2. Use dd run write/read test case, for example, "dd if=/dev/nvme0n17 of=./test bs=32K count=102400 oflag=direct"
3. Construct an ARP update, do "arp -s 192.168.122.112 10:71:fe:69:93:b8 && arp -d 192.168.122.112" on the nvme_of client.
4. The crash is already reproduce.

The issue may involve the following key points:
1. The RDMA module receives multiple network events simultaneously.

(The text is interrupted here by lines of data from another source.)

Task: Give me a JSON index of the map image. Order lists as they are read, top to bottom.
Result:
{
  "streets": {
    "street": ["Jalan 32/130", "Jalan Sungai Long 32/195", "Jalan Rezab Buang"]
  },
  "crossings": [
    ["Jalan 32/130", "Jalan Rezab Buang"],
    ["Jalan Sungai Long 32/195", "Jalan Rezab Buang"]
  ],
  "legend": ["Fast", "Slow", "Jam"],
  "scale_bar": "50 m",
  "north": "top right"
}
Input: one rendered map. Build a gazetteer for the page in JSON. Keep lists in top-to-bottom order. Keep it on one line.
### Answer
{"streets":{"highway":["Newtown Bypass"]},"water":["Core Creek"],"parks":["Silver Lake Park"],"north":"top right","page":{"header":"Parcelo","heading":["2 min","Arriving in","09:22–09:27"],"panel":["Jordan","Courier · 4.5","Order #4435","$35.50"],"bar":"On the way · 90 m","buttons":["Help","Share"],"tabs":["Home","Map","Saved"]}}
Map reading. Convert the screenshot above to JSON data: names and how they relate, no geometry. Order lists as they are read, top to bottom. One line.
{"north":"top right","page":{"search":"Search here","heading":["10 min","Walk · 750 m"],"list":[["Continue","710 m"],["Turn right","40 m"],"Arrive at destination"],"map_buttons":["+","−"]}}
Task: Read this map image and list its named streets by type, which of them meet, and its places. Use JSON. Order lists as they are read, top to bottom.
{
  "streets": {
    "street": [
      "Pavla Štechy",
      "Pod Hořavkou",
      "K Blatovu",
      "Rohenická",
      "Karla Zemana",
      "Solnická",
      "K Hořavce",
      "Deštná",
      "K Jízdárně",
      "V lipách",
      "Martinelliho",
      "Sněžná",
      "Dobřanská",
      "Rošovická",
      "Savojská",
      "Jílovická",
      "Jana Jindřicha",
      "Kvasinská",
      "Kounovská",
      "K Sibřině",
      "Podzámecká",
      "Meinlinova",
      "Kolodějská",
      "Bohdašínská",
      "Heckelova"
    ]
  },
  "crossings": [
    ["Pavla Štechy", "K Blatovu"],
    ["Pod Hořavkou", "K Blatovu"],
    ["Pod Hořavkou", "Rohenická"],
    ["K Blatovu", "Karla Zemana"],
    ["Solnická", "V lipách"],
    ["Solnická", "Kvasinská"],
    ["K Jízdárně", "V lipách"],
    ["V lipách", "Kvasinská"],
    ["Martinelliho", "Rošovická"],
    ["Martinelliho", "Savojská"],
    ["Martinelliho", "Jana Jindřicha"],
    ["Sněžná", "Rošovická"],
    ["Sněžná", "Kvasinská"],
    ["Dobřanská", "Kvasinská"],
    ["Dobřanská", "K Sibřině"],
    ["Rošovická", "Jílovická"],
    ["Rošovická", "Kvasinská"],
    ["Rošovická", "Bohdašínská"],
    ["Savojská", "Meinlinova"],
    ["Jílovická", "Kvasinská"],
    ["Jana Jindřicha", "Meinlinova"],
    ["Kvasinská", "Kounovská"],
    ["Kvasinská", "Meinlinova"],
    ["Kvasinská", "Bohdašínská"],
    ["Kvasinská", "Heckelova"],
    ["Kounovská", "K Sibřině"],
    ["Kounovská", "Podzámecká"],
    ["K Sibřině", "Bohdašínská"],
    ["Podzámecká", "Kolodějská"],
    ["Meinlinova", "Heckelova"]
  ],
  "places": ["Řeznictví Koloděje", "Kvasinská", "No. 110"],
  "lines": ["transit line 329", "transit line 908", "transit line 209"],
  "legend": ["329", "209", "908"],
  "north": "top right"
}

2. We have observed that during normal ARP updates, one or more events may be generated, making this issue probabilistic.
3. When both ARP update events and connection termination (conn disconnect) events are received at the same time, it triggers issue LU-18275.